A partir du moment où il y a un acteur qui intervient sur des terres agricoles avec une offre de prix de ce niveau-là, les gens qui ont des terres sur Gap et aux alentours vont se dire que cela vaut le coup de ne pas les céder au prix habituel.
Gérard Mercier, administrateur de l’association Terres de liens PACA
Roger Didier a justifié ce coût élevé par le fait que le terrain portera à terme « un nouvel actif économique », faisant référence à la plateforme de compostage. Mais tous les acteurs du monde agricole contactés par ram05 dont une source interne à la SAFER ont battu en brèche cet argument, observant que ce raisonnement constituait la définition même de la spéculation. Lutter contre la spéculation sur le foncier agricole, c’est justement la raison d’être de la SAFER, rappelle Gérard Mercier.
La SAFER a pour mission public, confiée par l’Etat, de réguler le prix du foncier agricole. Elle a des moyens légaux, en particulier un droit de préemption, avec révision de prix. Donc elle a les instruments voulus pour ça et doit pouvoir décider une intervention si effectivement elle le souhaite.
Gérard Mercier, administrateur de l’association Terres de liens PACA
Contactée par la rédaction, la SAFER PACA et le directeur de l’antenne Hautes-Alpes Aurélien Lequette se refusent à tout commentaire tant que la SAFER n’aura pas été notifiée de la vente par le notaire. C’est à ce moment-là seulement qu’elle pourra étudier le dossier et décider de bloquer la vente ou non, explique Aurélien Lequette.

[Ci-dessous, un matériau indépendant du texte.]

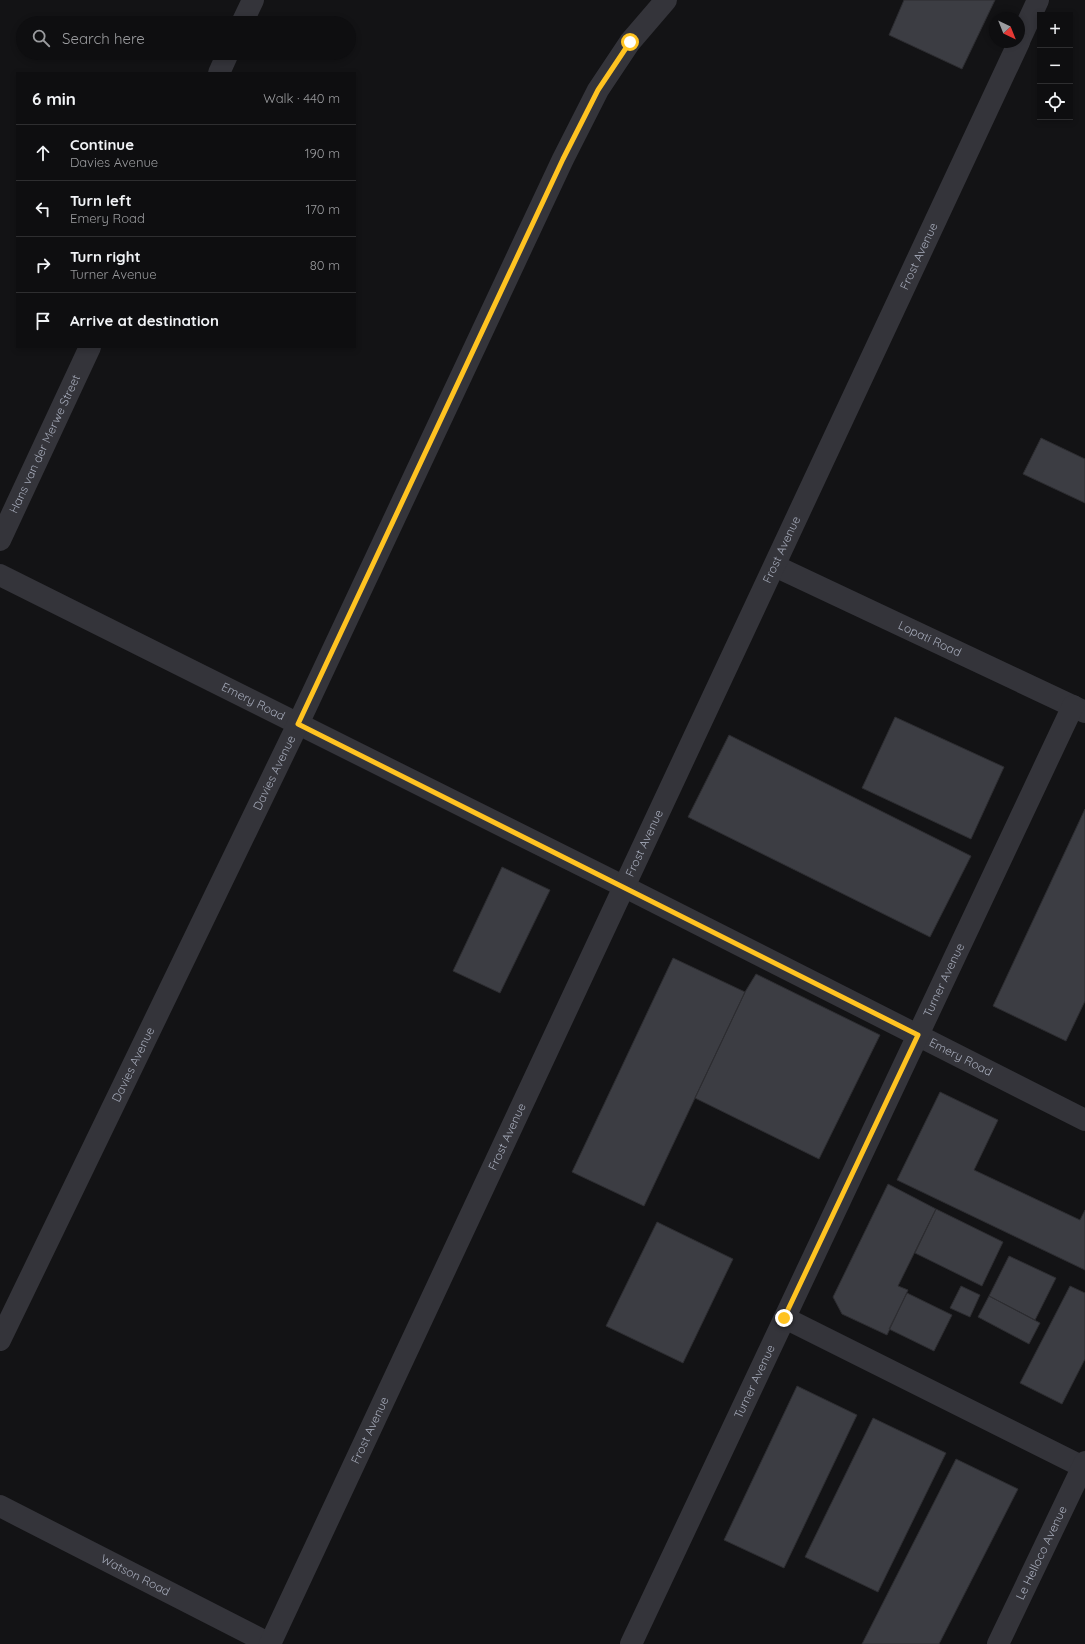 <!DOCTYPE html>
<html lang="en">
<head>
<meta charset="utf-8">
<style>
  body { margin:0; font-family:Quicksand,sans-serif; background:#1c1c1e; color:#f1f3f6 }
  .controls { position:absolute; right:12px; top:12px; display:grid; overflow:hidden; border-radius:0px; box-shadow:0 2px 6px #0003 }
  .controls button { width:36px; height:36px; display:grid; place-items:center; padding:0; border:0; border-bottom:1px solid #2e2e30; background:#0e0e10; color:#f1f3f6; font:20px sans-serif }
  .compass { position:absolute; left:989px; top:12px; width:36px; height:36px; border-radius:50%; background:#0e0e10; box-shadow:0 2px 6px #0003; rotate:137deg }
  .stop { position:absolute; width:12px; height:12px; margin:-9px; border:3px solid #ffc321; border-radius:50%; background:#fff }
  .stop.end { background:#ffc321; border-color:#fff; box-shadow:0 1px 4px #0008 }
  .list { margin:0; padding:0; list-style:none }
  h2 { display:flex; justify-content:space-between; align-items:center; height:52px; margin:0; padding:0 16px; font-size:17px }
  h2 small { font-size:13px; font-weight:400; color:#9b9c9f }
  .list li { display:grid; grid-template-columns:26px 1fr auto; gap:12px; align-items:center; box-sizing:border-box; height:56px; padding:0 16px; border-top:1px solid #2e2e30 }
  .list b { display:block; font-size:15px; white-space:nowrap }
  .list p { margin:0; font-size:13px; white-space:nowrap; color:#9b9c9f }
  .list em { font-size:13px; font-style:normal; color:#9b9c9f }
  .icon { flex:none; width:22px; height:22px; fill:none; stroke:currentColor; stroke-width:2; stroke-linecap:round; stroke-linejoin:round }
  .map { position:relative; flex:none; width:1085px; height:1644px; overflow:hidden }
  .search { position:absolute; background:#0e0e10; box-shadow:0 2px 6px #0003; left:16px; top:16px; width:340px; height:44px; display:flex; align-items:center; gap:10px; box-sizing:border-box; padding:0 14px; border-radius:22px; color:#9b9c9f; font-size:15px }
  .panel { position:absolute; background:#0e0e10; box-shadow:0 2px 6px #0003; left:16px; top:72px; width:340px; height:276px; border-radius:0px }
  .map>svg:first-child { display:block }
</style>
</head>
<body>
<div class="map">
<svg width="1085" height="1644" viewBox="0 0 1085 1644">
  <rect width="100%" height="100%" fill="#131315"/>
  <!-- building -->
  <path fill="#3c3d43" stroke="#2d2d31" d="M904,0H995L962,69L889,35Z
    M1041,438L1085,459V503L1023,474Z
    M895,717L1004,767L971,839L862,788Z
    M729,735L971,856L930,937L688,817Z
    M1085,809V1001L1066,1041L993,1006Z
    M502,867L550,890L500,993L453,971Z
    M673,958L745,992L644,1206L572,1172Z
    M756,974L880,1035L819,1159L695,1098L745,992Z
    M940,1092L998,1120L974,1170L1080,1220L1085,1210V1270L897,1180Z
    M888,1184L936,1209L898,1286L908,1290L887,1335L842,1314L833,1297Z
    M936,1209L1003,1242L982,1286L915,1253Z
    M657,1222L733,1259L683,1363L606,1326Z
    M1009,1256L1056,1278L1035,1320L989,1296Z
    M961,1286L980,1295L970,1317L950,1308Z
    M1070,1286L1085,1293V1359L1062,1404L1020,1383Z
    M907,1293L952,1315L934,1351L889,1329Z
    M989,1296L1040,1323L1029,1344L978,1317Z
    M797,1386L857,1415L784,1568L724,1540Z
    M873,1418L946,1453L878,1592L805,1557Z
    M956,1459L1018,1489L939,1644H862Z"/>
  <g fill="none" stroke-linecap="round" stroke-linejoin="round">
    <!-- street -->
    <g stroke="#34343a" stroke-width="22">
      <path d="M242,23L253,0"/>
      <path d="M1019,41L1038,0"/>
      <path d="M219,73L228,53"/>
      <path id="s1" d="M0,540L90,347"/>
      <path id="s2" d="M775,566L1085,712"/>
      <path id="s3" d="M0,575L625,887L1085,1120"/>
      <path d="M785,1318L1083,1467"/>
      <path id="s4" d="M0,1340L298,724L563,159L598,90L630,42L666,0"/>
      <path id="s5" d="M0,1506L270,1644"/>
      <path id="s6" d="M270,1644L1019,42"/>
      <path id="s7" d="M631,1644L1073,706"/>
      <path id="s8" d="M998,1644L1085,1462"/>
    </g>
  </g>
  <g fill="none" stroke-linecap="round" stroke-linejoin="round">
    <!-- route -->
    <path stroke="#ffc321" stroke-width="5" d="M630,42L598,90L563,159L298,724L918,1035L784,1318"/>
  </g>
  <g text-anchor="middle" stroke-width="3" stroke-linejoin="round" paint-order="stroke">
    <!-- street labels -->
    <g font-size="12" fill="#a3a8b7" stroke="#0e0e10">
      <text dy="4" stroke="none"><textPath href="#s6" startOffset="1532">Frost Avenue</textPath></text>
      <text dy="4" stroke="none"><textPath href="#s1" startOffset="106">Hans van der Merwe Street</textPath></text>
      <text dy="4" stroke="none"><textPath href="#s6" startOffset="1208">Frost Avenue</textPath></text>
      <text dy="4" stroke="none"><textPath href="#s2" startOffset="171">Lopati Road</textPath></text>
      <text dy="4" stroke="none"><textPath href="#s3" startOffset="283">Emery Road</textPath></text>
      <text dy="4" stroke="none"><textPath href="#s4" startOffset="630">Davies Avenue</textPath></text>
      <text dy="4" stroke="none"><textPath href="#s6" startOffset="884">Frost Avenue</textPath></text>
      <text dy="4" stroke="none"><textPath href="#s7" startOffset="734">Turner Avenue</textPath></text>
      <text dy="4" stroke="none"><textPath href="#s3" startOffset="1075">Emery Road</textPath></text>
      <text dy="4" stroke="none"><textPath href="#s4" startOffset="306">Davies Avenue</textPath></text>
      <text dy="4" stroke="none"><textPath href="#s6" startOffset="560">Frost Avenue</textPath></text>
      <text dy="4" stroke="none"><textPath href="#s7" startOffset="290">Turner Avenue</textPath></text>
      <text dy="4" stroke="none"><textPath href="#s6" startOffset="236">Frost Avenue</textPath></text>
      <text dy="4" stroke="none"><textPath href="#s8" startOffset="101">Le Helloco Avenue</textPath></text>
      <text dy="4" stroke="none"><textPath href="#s5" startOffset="152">Watson Road</textPath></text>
    </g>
  </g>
</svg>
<div class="controls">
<button>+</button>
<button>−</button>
<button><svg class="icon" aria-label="locate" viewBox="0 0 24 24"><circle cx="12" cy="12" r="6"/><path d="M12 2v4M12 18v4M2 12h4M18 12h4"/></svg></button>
</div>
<svg class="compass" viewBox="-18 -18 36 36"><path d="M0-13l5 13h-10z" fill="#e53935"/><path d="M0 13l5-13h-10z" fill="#9b9c9f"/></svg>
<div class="stop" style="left:630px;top:42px"></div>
<div class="stop end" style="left:784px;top:1318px"></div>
<div class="search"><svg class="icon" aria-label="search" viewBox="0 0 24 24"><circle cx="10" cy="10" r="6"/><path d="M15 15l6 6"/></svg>Search here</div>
<section class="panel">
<h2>6 min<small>Walk · 440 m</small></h2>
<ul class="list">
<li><svg class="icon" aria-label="ahead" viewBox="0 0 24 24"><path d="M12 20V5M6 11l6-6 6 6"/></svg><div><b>Continue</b><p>Davies Avenue</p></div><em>190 m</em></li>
<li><svg class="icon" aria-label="left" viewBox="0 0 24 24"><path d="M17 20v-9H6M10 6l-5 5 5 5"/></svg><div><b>Turn left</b><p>Emery Road</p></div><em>170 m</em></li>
<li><svg class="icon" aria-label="right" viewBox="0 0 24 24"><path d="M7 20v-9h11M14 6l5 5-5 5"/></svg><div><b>Turn right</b><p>Turner Avenue</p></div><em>80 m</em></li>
<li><svg class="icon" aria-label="arrive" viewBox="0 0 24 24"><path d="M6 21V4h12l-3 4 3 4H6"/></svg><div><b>Arrive at destination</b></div></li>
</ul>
</section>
</div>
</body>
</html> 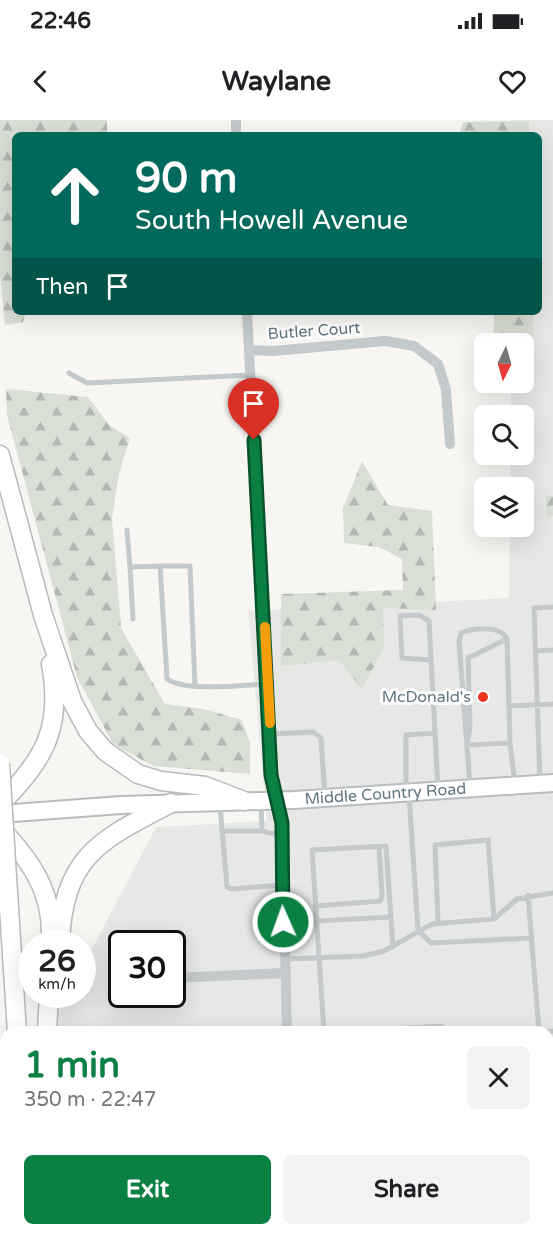 <!DOCTYPE html>
<meta charset="utf-8">
<style>
body{margin:0;font-family:"Varela Round",sans-serif;background:#f2f2f2;color:#202124;height:100vh;display:flex;flex-direction:column;font-size:22px;white-space:nowrap}
*{box-sizing:border-box;margin:0}
p{font-size:20px;color:#757577}
.icon{flex:none;width:33px;height:33px;fill:none;stroke:currentColor;stroke-width:2;stroke-linecap:round;stroke-linejoin:round}
.map{position:relative;flex:1;overflow:hidden}
.sheet{position:absolute;left:0px;top:906px;width:554px;height:210px;display:flex;flex-direction:column;background:#fff;border-radius:18px 18px 0 0;box-shadow:0 6px 24px #0002}
.sheet>*{flex:none}
.hud{position:absolute;left:12px;top:12px;width:530px;height:183px;border-radius:9px;box-shadow:0 6px 24px #0002;background:#00695c;color:#fff;overflow:hidden}
.needle{width:39px;rotate:185deg}
.tools{position:absolute;left:474px;top:213px;display:grid;gap:12px}
.tools a{display:grid;place-items:center;width:60px;height:60px;border-radius:9px;background:#fff;box-shadow:0 6px 24px #0002;font-size:30px}
.speed{position:absolute;left:18px;top:810px;display:flex;gap:12px;font-size:30px;font-weight:700;text-align:center}
.speed>*{display:grid;place-content:center;width:78px;height:78px;border-radius:50%;background:#fff;box-shadow:0 6px 24px #0002;line-height:1}
.speed small{font-size:15px;font-weight:400}
.speed .limit{border:3px solid #111;border-radius:9px;background:#fff;color:#111}
.pin{position:absolute;display:grid;place-items:center;width:51px;height:51px;color:#fff;margin:-62px -26px;border-radius:50% 50% 50% 0;rotate:-45deg;box-shadow:0 0 6px #0007}
.pin .icon{rotate:45deg}
.me{position:absolute;width:66px;margin:-33px;rotate:358deg;stroke-linejoin:round;filter:drop-shadow(0 0 4px #0008)}
.turn{display:flex;align-items:center;gap:21px;height:126px;padding:0 24px;font-size:27px}
.turn .icon{width:78px;height:78px;stroke-width:2.5}
.turn b{display:block;font-size:42px;line-height:51px}
.then{display:flex;align-items:center;height:57px;padding:0 24px;background:#0003;gap:12px;font-size:22px}
.round{display:grid;place-items:center;flex:none;width:63px;height:63px;border-radius:9px;background:#f2f2f2}
.head{display:flex;align-items:center;justify-content:space-between;height:102px;padding:0 24px}
h1{font-size:36px;font-weight:700;line-height:45px;color:#0b8043}
.action{display:flex;gap:12px;margin-top:auto;padding:12px 24px}
.action a{flex:1;height:69px;border-radius:9px;background:#0b8043;color:#fff;font-size:24px;font-weight:700;line-height:69px;text-align:center}
.action a+a{background:#f2f2f2;color:#202124}
.status{display:flex;justify-content:space-between;align-items:center;height:42px;padding:0 30px;background:#fff;direction:ltr}
.status svg{height:16px;fill:currentColor}
header{display:flex;justify-content:space-between;align-items:center;height:78px;padding:0 24px;background:#fff;font-size:27px;font-weight:700}
.map>svg:first-child{display:block}
.built{fill:#e7e8e6;fill-rule:evenodd}
.forest{fill:url(#forest-firs)}
.lines{fill:none;stroke-linecap:round;stroke-linejoin:round}
.primary-casing{stroke:#b7bcbf;stroke-width:20}
.trunk-casing{stroke:#b6bbbd;stroke-width:21}
.service{stroke:#c4c9cb;stroke-width:5}
.minor{stroke:#c4c9cb;stroke-width:10}
.primary{stroke:#fff;stroke-width:16}
.trunk{stroke:#fff;stroke-width:18}
.trunk-bridge-casing{stroke:#b6bbbd;stroke-width:21;stroke-linecap:butt}
.trunk-bridge{stroke:#fff;stroke-width:18}
.route-casing{stroke:#07532c;stroke-width:15}
.route{stroke:#0b8043;stroke-width:10}
.slow{stroke:#f59e0b;stroke-width:10}
.poi-dot{fill:#ec361e;stroke:#fff;stroke-width:2}
.labels{text-anchor:middle;dominant-baseline:central;stroke-width:6;stroke-linejoin:round;paint-order:stroke}
.street-label{font-size:16px;fill:#607680;stroke:#fff}
.poi-label{font-size:16px;fill:#607680;stroke:#fff;text-anchor:end}
</style>
<div class="status"><b>22:46</b><svg viewBox="0 0 49 12"><path d="M0 12V9h3v3zM5 12V6h3v6zM10 12V3h3v9zM15 12V0h3v12zM26 1h20v11H26zM47 4h2v5h-2z"/></svg></div>
<header><svg class="icon" aria-label="back" viewBox="0 0 24 24"><path d="M15 5l-7 7 7 7"/></svg>Waylane<svg class="icon" aria-label="heart" viewBox="0 0 24 24"><path d="M12 20l-8-8c-3-5 5-10 8-4 3-6 11-1 8 4z"/></svg></header>
<div class="map">
<svg width="553" height="1116" viewBox="0 0 553 1116">
<defs>
<pattern id="forest-firs" width="22" height="20" patternUnits="userSpaceOnUse" patternTransform="scale(1.5)"><rect width="22" height="20" fill="#d9dfd4"/><path d="M5 1l3.5 6h-7zM16 11l3.5 6h-7z" fill="#b3b9b1"/></pattern>
</defs>
<rect width="100%" height="100%" fill="#f7f6f3"/>
<!-- built -->
<path class="built" d="M513,0H553V922L548,923V912H57L60,889L67,875L82,874L83,846L156,707L267,701L248,491L509,478L510,407L524,406V368L510,367V335L524,334V296L511,295V263L524,262V224L511,192H538V15H513ZM122,824H172V874H122Z"/>
<!-- forest -->
<path class="forest" d="M0,0H107V15H15V192H26L23,202L5,205L0,155Z
M529,1V15H459L463,2Z
M494,192H533V228L524,229V224L493,223Z
M6,269L88,277L109,305L130,318L119,353L112,398L121,508L165,584L204,589L242,600L250,623V654L153,646L113,624L77,557L7,295Z
M362,341L388,385L432,391L436,490L383,488L384,527L362,569L339,540L281,546V474L403,470L402,439L379,427L344,423L343,388Z
M546,376H553V396L547,397Z
M448,1110H503L504,1116H448Z"/>
<g class="lines">
<defs>
<g id="primary">
<path id="s1" d="M0,694L121,685L294,680L553,663"/>
</g>
<path id="trunk" d="M0,335L43,495L72,581L88,611L105,631L138,654L161,661L205,666L244,681
M0,684C44,640 63,608 51,544
M0,708C30,740 52,770 51,816
M7,757L17,912
M60,824C63,736 100,720 171,683
M47,912L49,874
M0,1063L3,1116
M30,1110L31,1116"/>
</defs>
<!-- primary casing -->
<use href="#primary" class="primary-casing"/>
<!-- trunk casing -->
<use href="#trunk" class="trunk-casing"/>
<!-- service -->
<path class="service" d="M69,253L87,263L250,255
M127,410L130,447
M133,499L130,447L160,446
M507,519L468,538L470,607L467,625L510,623
M535,531L553,530
M431,540L402,538L400,496L419,495L429,501L438,669
M195,566L190,446H160L167,559C184,572 243,565 266,564
M509,586L553,584
M271,614L313,612L321,618L325,677
M540,662L534,488L553,487
M470,666L459,521L461,513C474,508 501,505 507,519L510,623L515,664
M406,671V615L435,613
M409,675L418,810L431,823L532,818
M261,682L262,711
M220,686L227,767L231,769L281,765
M224,711H262L282,716
M528,775L539,912
M315,786L380,781L382,776L379,727
M316,801L391,797
M438,803L435,725L488,720L494,799
M284,839L363,836L384,831L432,804L494,799L517,779L553,773
M324,912L312,730L386,726L393,827
M346,912L441,906L452,912
M533,912L553,911
M290,1113L400,1111"/>
<!-- minor -->
<path class="minor" d="M236,0V15
M247,192L271,655L282,703L287,912
M249,230L273,231L385,221L414,226L438,244L446,270L450,324
M172,858L285,853
M290,1110V1116"/>
<!-- primary -->
<use href="#primary" class="primary"/>
<!-- trunk -->
<use href="#trunk" class="trunk"/>
<defs>
<path id="trunk-bridge" d="M0,644L7,757"/>
</defs>
<!-- trunk-bridge casing -->
<use href="#trunk-bridge" class="trunk-bridge-casing"/>
<!-- trunk-bridge -->
<use href="#trunk-bridge" class="trunk-bridge"/>
</g>
<g class="lines">
<defs>
<path id="route" d="M254,320L271,655L282,703L283,802"/>
</defs>
<!-- route casing -->
<use href="#route" class="route-casing"/>
<!-- route -->
<use href="#route" class="route"/>
<!-- slow -->
<path class="slow" d="M265,507L270,603"/>
</g>
<!-- markers -->
<circle class="poi-dot" cx="483" cy="577" r="6"/>
<g class="labels">
<!-- street labels -->
<g class="street-label">
<text transform="translate(314 211) rotate(-4)">Butler Court</text>
<text stroke="none"><textPath href="#s1" startOffset="386">Middle Country Road</textPath></text>
</g>
<!-- poi labels -->
<g class="poi-label">
<text x="471" y="577">McDonald's</text>
</g>
</g>
</svg>
<div class="tools">
<a><svg class="needle" viewBox="-14 -14 28 28"><path d="M0-13l5 13h-10z" fill="#e53935"/><path d="M0 13l5-13h-10z" fill="#757577"/></svg></a>
<a><svg class="icon" aria-label="search" viewBox="0 0 24 24"><circle cx="10" cy="10" r="6"/><path d="M15 15l6 6"/></svg></a>
<a><svg class="icon" aria-label="layers" viewBox="0 0 24 24"><path d="M12 4l9 5-9 5-9-5zM3 14l9 5 9-5"/></svg></a>
</div>
<div class="speed"><div>26<small>km/h</small></div><div class="limit">30</div></div>
<div class="pin" style="left:254px;top:320px;background:#d93025"><svg class="icon" aria-label="arrive" viewBox="0 0 24 24"><path d="M6 21V4h12l-3 4 3 4H6"/></svg></div>
<svg class="me" style="left:283px;top:802px" viewBox="-20 -20 40 40"><circle r="17" fill="#0b8043" stroke="#fff" stroke-width="3"/><path d="M0-11L8 9 0 5-8 9z" fill="#fff"/></svg>
<div class="hud">
<div class="turn"><svg class="icon" aria-label="ahead" viewBox="0 0 24 24"><path d="M12 20V5M6 11l6-6 6 6"/></svg><div><b>90 m</b>South Howell Avenue</div></div>
<div class="then">Then<svg class="icon" aria-label="arrive" viewBox="0 0 24 24"><path d="M6 21V4h12l-3 4 3 4H6"/></svg></div>
</div>
<section class="sheet">
<div class="head"><div><h1>1 min</h1><p>350 m · 22:47</p></div><a class="round"><svg class="icon" aria-label="close" viewBox="0 0 24 24"><path d="M6 6l12 12M18 6L6 18"/></svg></a></div>
<div class="action"><a>Exit</a><a>Share</a></div>
</section>
</div>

En parallèle, les groupes d’opposition Gap Autrement et Territoires Ecologie et Solidarité attendent le jugement de leur recours au tribunal administratif, dernier outil pour faire annuler la délibération autorisant la ville de Gap à réaliser cette acquisition. Marie-Jo Allemand précise à ram05 que l’argumentaire du recours reposera notamment sur le fait que la vente a été actée à travers une « délibération mensongère » et que les Domaines ont envoyé leur avis à un moment où le prix avait déjà été convenu entre le maire de Gap et le vendeur. Si le recours est rejeté, la SAFER pourrait encore faire jouer son droit de préemption.